My earliest Christmas memory is one that I keep wrapped in soft gold tissue paper. It cannot be hung on the tree, or strung on a thread, or displayed like some vintage ornaments. Only I can see it. I can describe it to you as best I can, if you like.
Growing up in a somewhat dysfunctional family, Christmases were never the big, fun family affair portrayed on the television, greeting cards or in my story books. As a child, that was what I craved – normality. Christmases were a bleak affair, another reason for adults to drink too much beer, argue and end the day in tears. Christmas Day was a good day to walk off to the park, or visit MissElizabeth who was always closed on Christmas – but we could peek through the windows and spy the treasures. Christmas night was a time to hide in your room and stay very, very quiet.
No, that Christmas memory is not the one for tissue paper. But this one is.
When I was much younger, my maternal grandmother was still alive. She was a flamboyant woman, who drank sherry out of small decorative cups, had a laugh that tinkled and sang along ~ operatically ~ to Christmas carols belting out of her cassette player in the living room while preparing Christmas dinner in the kitchen. She wore flamboyant, gauzy floaty clothes that really spoke. She was tall, gorgeous and dramatic. She had presence, my Nanna. (She also smoked profusely, her cigarettes held in an elegant cigarette holder. In addition, she was very sick, and needed a constant supply of oxygen from tanks she carted everywhere on a mobile stand. He last few years were sadly comical – puff, smoke, wheeze, inhale, repeat. )
But Christmas time – oh, she went all out. Whilst we nibbled on sweets and pretzels served from small wooden dishes, she would wheeze and sing her way around the kitchen, her preparations peppered with the words “Fraa-ank!” and my GG would come running, ready to do her bidding. He adored her. It showed.
She made everything from scratch, I recall. Turkey, ham, cold meats. Salads, hot potatoes, vegetables, gravies. Cranberry sauce. Everyone helping themselves to a feast from her laminated kitchen table, sitting on various chairs around the house, as many as could fit the adult bottoms, kids on the steps. My mum’s sister, who we only saw at Christmas time, had 4 children. Then there was my mum and dad, my brother and myself. There was my Nanna and GG (our name for grandad). There was my ’uncle’ B (who turned out to be my brother, but that’s another story) often accompanied by a mate or two and his girlfriend, S. Throw in the dog and you had our family Christmas get together – one I only experienced until I was about 10 years old. To me, that was a huge family. We would spread out, eat our fill and get ready for the desert. My Nanna made the best pavlova in the universe. Nothing – I mean nothing – ever comes close. There was always plum pud and fruit cake and ice cream and fruit and chocolate hedgehog… but oh, her pavs.

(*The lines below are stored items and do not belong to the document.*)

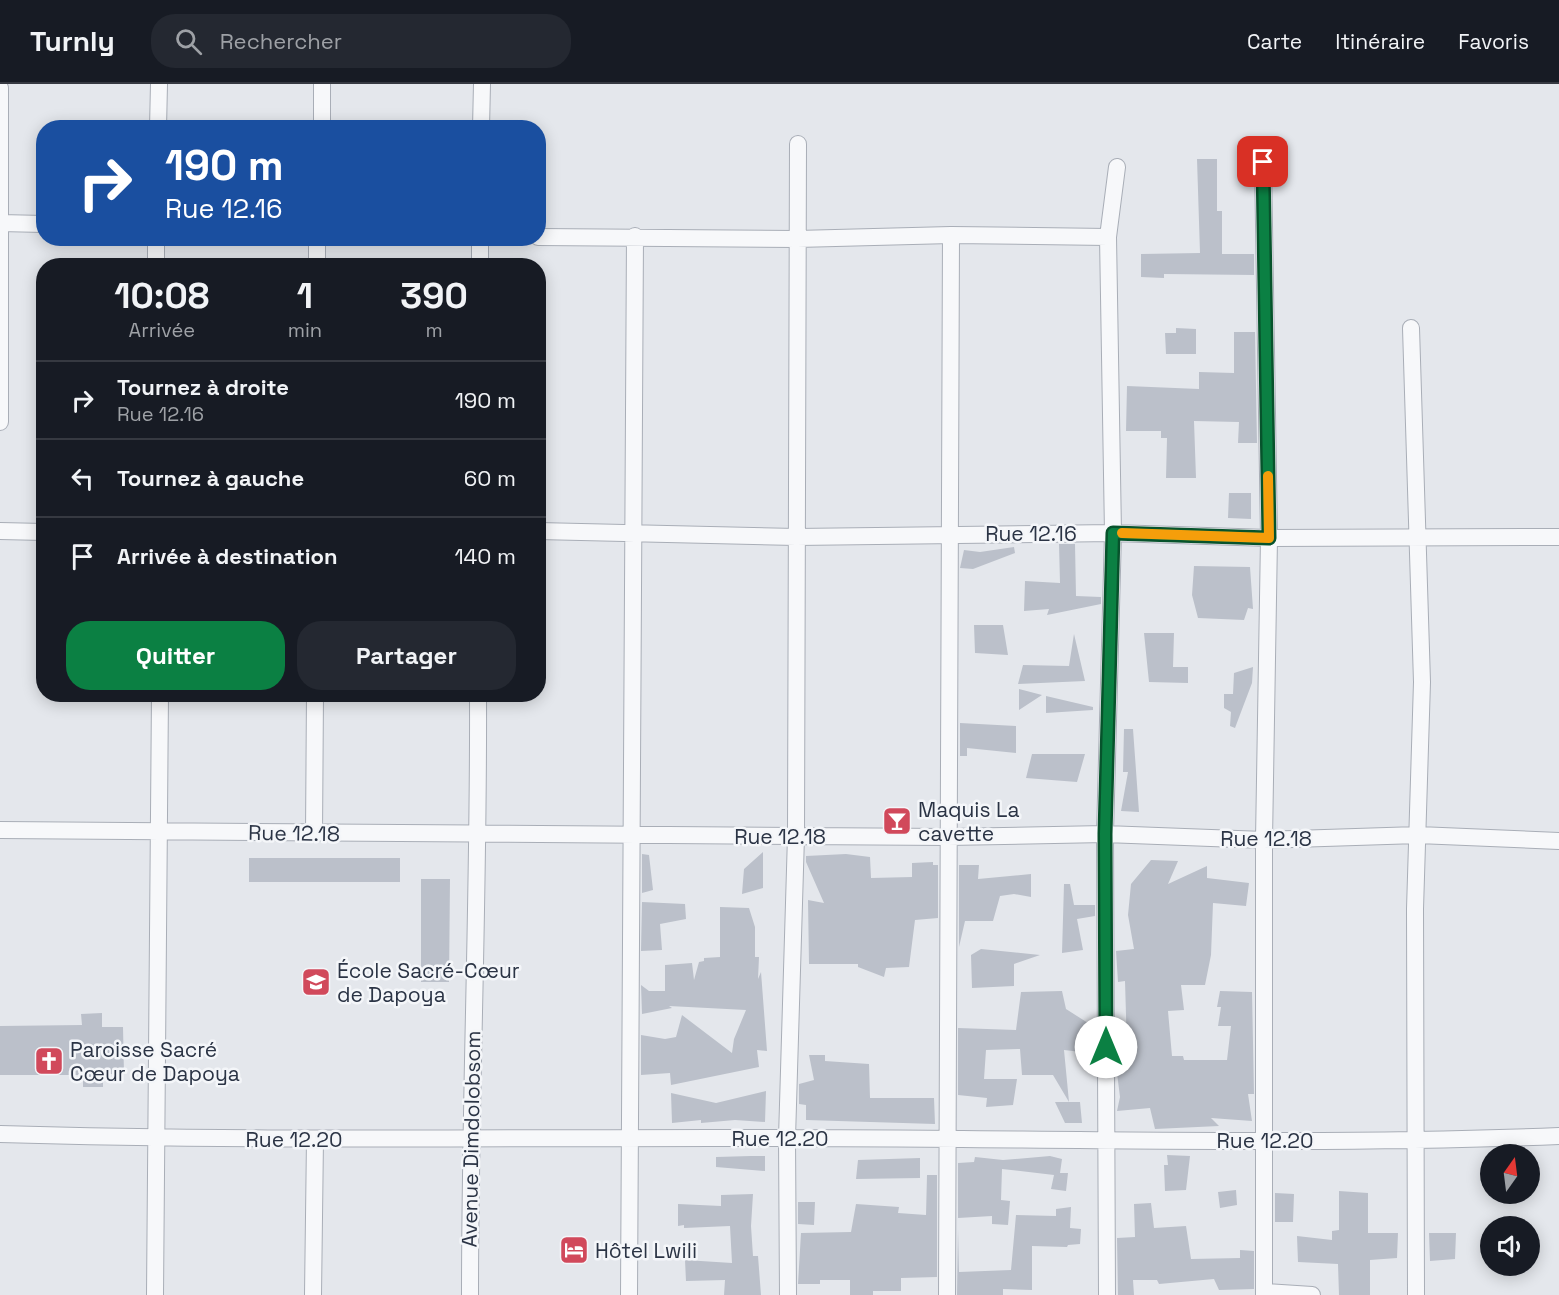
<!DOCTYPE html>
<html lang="fr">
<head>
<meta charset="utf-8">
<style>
  :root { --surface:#171b24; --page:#242831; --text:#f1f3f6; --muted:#9ea1a6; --line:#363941; --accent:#0b8043 }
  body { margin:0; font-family:"Space Grotesk",sans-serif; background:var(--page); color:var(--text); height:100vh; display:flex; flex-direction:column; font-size:22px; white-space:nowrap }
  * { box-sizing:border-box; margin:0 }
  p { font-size:20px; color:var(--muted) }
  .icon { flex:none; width:33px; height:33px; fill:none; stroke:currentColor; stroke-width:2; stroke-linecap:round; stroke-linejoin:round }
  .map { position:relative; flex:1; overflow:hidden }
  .sheet { position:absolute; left:36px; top:174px; width:510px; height:444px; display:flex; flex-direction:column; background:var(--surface); border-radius:24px; box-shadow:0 3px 15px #0003 }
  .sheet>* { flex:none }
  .guide { position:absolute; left:36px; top:36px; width:510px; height:126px; border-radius:24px; box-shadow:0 3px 15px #0003; background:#1a4fa0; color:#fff; overflow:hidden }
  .needle { width:39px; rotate:14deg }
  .buttons { position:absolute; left:1480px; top:1060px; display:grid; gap:12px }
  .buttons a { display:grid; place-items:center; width:60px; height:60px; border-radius:50%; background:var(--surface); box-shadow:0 3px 15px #0003; font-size:30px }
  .pin { position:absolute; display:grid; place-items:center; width:51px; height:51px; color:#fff; margin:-26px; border-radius:12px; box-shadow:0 3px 9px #0006 }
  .me { position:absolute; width:66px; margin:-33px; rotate:0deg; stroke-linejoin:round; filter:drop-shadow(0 0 4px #0008) }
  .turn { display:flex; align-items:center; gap:21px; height:126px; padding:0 30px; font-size:27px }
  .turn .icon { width:78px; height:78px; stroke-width:2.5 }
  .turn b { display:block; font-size:42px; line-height:51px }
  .eta { display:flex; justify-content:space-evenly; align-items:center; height:102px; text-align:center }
  .eta b { font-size:36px; font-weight:800; line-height:42px }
  .primary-button { display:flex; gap:12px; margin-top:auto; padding:12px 30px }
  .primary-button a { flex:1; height:69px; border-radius:24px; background:var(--accent); color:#fff; font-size:24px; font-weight:800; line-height:69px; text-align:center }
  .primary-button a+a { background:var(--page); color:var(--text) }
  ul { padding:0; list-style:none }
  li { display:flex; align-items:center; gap:18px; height:78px; padding:0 30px; border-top:2px solid var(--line) }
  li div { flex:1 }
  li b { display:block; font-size:22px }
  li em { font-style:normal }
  header { display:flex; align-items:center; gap:36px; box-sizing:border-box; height:84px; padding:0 30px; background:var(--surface); border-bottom:2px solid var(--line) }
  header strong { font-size:28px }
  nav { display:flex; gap:33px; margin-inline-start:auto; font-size:21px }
  .search { width:420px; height:54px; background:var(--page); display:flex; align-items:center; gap:15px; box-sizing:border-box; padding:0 21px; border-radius:24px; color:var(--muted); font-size:22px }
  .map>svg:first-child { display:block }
  .building { fill:#bbc0ca }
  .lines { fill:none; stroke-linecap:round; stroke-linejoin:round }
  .minor-casing { stroke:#a9aeb7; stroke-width:18 }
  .minor { stroke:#f7f8fa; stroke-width:16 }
  .route-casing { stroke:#07532c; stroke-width:15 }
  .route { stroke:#0b8043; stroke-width:10 }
  .slow { stroke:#f59e0b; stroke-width:10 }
  .labels { text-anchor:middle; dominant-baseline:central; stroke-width:5; stroke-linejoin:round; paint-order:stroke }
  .street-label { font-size:21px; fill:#2b3445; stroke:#f4f6f9 }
  .poi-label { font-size:21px; fill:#2b3445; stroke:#f4f6f9; text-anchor:start }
</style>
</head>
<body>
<header>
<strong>Turnly</strong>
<div class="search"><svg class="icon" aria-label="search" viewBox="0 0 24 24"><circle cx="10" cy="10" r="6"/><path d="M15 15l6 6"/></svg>Rechercher</div>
<nav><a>Carte</a><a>Itinéraire</a><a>Favoris</a></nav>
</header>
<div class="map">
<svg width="1559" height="1211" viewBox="0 0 1559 1211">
  <rect width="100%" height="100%" fill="#e4e7ec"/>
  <path class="building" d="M1197 75H1217V127H1222V170H1254V191L1164 190V194L1141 193V170L1200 169Z
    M1176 244 1196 245V270H1166L1165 249H1176Z
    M1234 248H1255L1257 359H1238L1239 338 1194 337 1196 394H1166L1167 354H1161V347H1126L1127 302 1199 305V288L1234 289Z
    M1229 409H1251V435L1228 434Z
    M1059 460H1075L1076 512 1101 513V520L1047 531 1049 525 1024 527 1025 497 1060 499Z
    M1014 463 1015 469 973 485 960 484 964 466 980 468Z
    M1194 482 1250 483 1253 525 1248 524 1244 536 1198 534 1192 511Z
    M974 541H1003L1008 571 975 569Z
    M1144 549H1174L1173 583H1188V599L1149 598Z
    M1074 550 1085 597 1018 600 1023 581 1069 582Z
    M1253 583 1252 599 1241 628 1235 644 1230 642 1231 628 1224 624V610H1233L1234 589Z
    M1019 605 1042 611 1019 626Z
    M1046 612 1093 623V626L1046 629Z
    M960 639 1016 642V669L967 664V672H960Z
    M1124 645H1133L1139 728 1121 727 1128 688H1123Z
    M1032 670H1085L1077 698 1026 694Z
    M763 768V804L742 810 744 785Z
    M642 770 649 771 653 806 642 809Z
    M846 770 870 773 871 794 912 793V779L933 778V781H938V834L915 836 909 883 886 884 884 893 858 883V880H809L808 816 824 819 806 778V772Z
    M249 774H400V798H249Z
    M1151 776 1178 777 1168 800 1207 782V794L1249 799 1246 822 1213 819 1211 871 1205 901H1181L1184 926 1168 927 1172 972H1183L1184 976H1227L1231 942H1218L1221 923H1217L1220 907 1252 908 1254 1010H1248L1252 1037 1211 1034 1219 1042 1155 1045 1150 1024 1117 1027 1120 1013 1117 989 1123 990 1125 963 1127 964 1125 897 1118 898 1116 867 1134 865 1128 831 1131 800Z
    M959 781H979L978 795 1031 790V813L1014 810 1000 812 993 837H965L959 863Z
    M421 795H450L449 898H421Z
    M1064 800H1070L1074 821H1095V832L1077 835 1083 866 1062 869Z
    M642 818 685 820 686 835 660 840 662 866 641 867Z
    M720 823 749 824 755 843V873H759L758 895 761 888 767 967 757 966 759 983 671 1001 670 989 641 991V951L665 955 676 953 682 931 732 969 734 955 746 926 669 922 672 924 642 930 641 901 649 907H665V881L692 879 694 896 699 878 704 877V874L720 873Z
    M981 865 1040 871 1014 880V902L972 904 971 871Z
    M1062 907 1066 925 1088 939 1090 969 1064 966 1069 1018H1080L1082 1039H1065L1055 1018H1069L1053 991H1022L1020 965 986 966 984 995H1017L1013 1021 986 1023 987 1014 958 1011V944L1016 946 1021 908Z
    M102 929V943H123L124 990H103V1003H83V991H0V942L82 941 81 930Z
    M809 971H825V977L869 980 870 1014H934L935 1040 806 1036V1021L799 1020V1000L814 996Z
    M766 1007 765 1038 735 1036 701 1039V1036L672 1039 671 1009 716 1019Z
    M1167 1071 1190 1072 1186 1106 1165 1107 1164 1081H1168Z
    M751 1072H765V1087L716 1083V1073Z
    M1050 1072 1062 1075 1060 1089H1068L1066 1107 1051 1105 1054 1091 1002 1085 1001 1116 1010 1117 1008 1141 992 1140V1132L958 1134V1079L974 1078 975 1073 1003 1076Z
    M920 1074V1094L856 1095 858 1076Z
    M927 1091H937V1193L901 1194V1207H873V1211H850V1196H820V1200H798L801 1149 851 1148 856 1120 899 1123 898 1129 926 1131Z
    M1236 1106 1237 1121 1220 1124 1218 1108Z
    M1339 1107 1368 1109V1149H1398L1397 1174 1370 1176V1211H1339L1338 1180 1298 1178 1297 1152 1332 1156V1147L1339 1146Z
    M1275 1109 1294 1110 1293 1138H1275Z
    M753 1110 751 1142 753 1172H758L761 1211H724L725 1196 686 1197 685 1176 732 1179 730 1142 684 1144V1141L678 1142V1120L721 1122V1111Z
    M798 1118H815L814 1141 798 1140Z
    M1151 1119 1154 1144 1186 1142 1191 1175 1240 1174V1166L1254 1167V1205L1219 1206 1214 1195 1159 1200 1157 1196H1133L1134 1211H1118L1117 1154 1135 1153 1134 1120Z
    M1071 1123 1070 1144 1081 1145 1080 1160 1068 1161 1067 1163 1032 1162V1206L1003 1205V1211H957L958 1145 959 1188 1011 1186 1016 1131 1056 1132V1125Z
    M1429 1149H1456L1455 1175 1430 1177Z"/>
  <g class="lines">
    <g class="minor-casing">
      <path id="minor" d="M322 0V44
        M0 4V338
        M158 44 159 0
        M481 44 482 0
        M1263 78 1269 454 1264 756V1211
        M0 139 44 140
        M538 153 797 155 951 151 1108 153
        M156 154V182
        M317 182V154
        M480 182V154
        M1411 244 1422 598 1415 825 1416 1211
        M0 447 44 448
        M538 447 796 453 1113 449 1269 454 1559 453
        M0 746 948 753 1105 750 1264 756 1418 751 1559 757
        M314 750 315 610
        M0 1050C261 1058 522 1053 783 1054 1042 1054 1301 1062 1559 1052
        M1264 1208 1312 1211
        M155 1211 160 610
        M313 1211 315 1055
        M470 1211C470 1011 479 811 478 610
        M629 1211 635 152
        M788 1211 787 1054 796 752 798 60
        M947 1211 951 151
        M1107 1211 1105 750 1113 449 1108 153 1117 83"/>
    </g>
    <use href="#minor" class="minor"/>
  </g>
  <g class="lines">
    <g class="route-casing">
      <path id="route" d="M1106 963 1105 750 1113 449 1269 454 1263 78"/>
    </g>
    <use href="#route" class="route"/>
    <path class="slow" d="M1122 449 1269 454 1268 392"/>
  </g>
  <defs>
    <g id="bar-square" transform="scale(1.5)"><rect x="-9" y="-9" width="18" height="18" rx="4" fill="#d1495b" stroke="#f4f6f9"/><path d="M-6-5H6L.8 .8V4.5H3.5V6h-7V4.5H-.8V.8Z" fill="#fff"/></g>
    <g id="school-square" transform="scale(1.5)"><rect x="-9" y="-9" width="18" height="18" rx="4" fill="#d1495b" stroke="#f4f6f9"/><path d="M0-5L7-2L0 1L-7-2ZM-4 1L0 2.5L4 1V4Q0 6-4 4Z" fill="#fff"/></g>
    <g id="church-square" transform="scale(1.5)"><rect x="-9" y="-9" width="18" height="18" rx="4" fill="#d1495b" stroke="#f4f6f9"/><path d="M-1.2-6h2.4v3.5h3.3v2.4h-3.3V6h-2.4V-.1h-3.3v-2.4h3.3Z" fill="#fff"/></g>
    <g id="hotel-square" transform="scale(1.5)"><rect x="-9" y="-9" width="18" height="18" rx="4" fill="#d1495b" stroke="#f4f6f9"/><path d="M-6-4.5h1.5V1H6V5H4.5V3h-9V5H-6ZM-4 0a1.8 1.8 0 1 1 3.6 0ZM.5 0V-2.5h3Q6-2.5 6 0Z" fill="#fff"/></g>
  </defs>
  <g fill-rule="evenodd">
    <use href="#bar-square" x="897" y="737"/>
    <use href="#school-square" x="316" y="898"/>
    <use href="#church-square" x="49" y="977"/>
    <use href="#hotel-square" x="574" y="1166"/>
  </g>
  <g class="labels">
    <g class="street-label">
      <text x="1031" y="449">Rue 12.16</text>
      <text transform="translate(294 749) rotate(1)">Rue 12.18</text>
      <text x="780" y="752">Rue 12.18</text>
      <text x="1266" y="754">Rue 12.18</text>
      <text x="780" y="1054">Rue 12.20</text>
      <text x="294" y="1055">Rue 12.20</text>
      <text transform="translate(471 1055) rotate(-89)">Avenue Dimdolobsom</text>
      <text x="1265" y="1056">Rue 12.20</text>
    </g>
    <g class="poi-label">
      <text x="918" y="725">Maquis La<tspan x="918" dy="24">cavette</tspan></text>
      <text x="337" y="886">École Sacré-Cœur<tspan x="337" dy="24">de Dapoya</tspan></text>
      <text x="70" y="965">Paroisse Sacré<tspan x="70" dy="24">Cœur de Dapoya</tspan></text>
      <text x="595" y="1166">Hôtel Lwili</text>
    </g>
  </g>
</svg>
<div class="buttons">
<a><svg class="needle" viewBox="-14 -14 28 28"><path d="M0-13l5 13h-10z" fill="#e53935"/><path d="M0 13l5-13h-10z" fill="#9ea1a6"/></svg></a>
<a><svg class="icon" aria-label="sound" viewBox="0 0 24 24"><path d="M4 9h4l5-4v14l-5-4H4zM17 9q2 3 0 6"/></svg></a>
</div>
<div class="pin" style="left:1263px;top:78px;background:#d93025"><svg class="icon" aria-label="arrive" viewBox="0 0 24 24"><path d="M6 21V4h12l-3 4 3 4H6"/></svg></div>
<svg class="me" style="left:1106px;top:963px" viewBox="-20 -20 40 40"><circle r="19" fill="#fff"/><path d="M0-13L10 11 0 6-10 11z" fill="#0b8043"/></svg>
<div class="guide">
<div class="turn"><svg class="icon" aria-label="right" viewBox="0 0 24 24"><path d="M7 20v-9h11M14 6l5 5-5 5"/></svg><div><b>190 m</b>Rue 12.16</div></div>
</div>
<section class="sheet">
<div class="eta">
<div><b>10:08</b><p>Arrivée</p></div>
<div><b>1</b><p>min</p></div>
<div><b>390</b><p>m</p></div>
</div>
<ul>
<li><svg class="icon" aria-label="right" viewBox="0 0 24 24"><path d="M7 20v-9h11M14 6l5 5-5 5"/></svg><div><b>Tournez à droite</b><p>Rue 12.16</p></div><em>190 m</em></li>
<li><svg class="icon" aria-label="left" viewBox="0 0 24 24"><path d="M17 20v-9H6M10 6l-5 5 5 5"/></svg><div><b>Tournez à gauche</b></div><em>60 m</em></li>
<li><svg class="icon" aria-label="arrive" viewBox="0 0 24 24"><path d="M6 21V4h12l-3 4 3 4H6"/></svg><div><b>Arrivée à destination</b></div><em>140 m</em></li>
</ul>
<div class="primary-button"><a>Quitter</a><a>Partager</a></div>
</section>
</div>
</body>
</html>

After lunch, the adults would find somewhere to hide have a little nap, while us kids drove them bonkers to pull crackers, play with toys, open gifts (our ‘kid’ gifts were attcked the minute we arrived, pulled out from under the little plastic tree she had set up in her living room, decorated with silver baubles and felt elves and ‘Father Christmases’ wrapped in the obliging thin strand of silver tinsel). Then we would play and run and eat more icecream.
I was so in awe of Christmas. It was these Christmas days the only time I ever saw my family, all together, happy and ‘normal’. My Nanna’s house did not involve too much beer, harsh words or raised voices. It meant dressing up in good clothes and going ‘out’ for the drive from Mt Hawthorn to Fremantle which was a treat in itself. My Nanna’s house meant fun, food and play, a chance to be a normal kid, just like my cousins. Although I know there were several (but not many, or nearly enough) Christmases with Nanna and GG, they have been merged into one special, silver memory. It has been unwrapped many times in the past years, viewed from so many angles, replayed in my head like a seasonal sappy cinema production.
As an adult with her own family, of course I know now that Christmas is not so much the big, blousy affair of fiction and film. It’s about the people, the sharing, the togetherness.
But the memory of the glory day remains special, and I will wrap it in tissue once again and put it away safely with my other Christmas treasures. Merry Christmas Nanna and GG, I miss you. I thank you. You would have loved little R, he’s a lot like you both.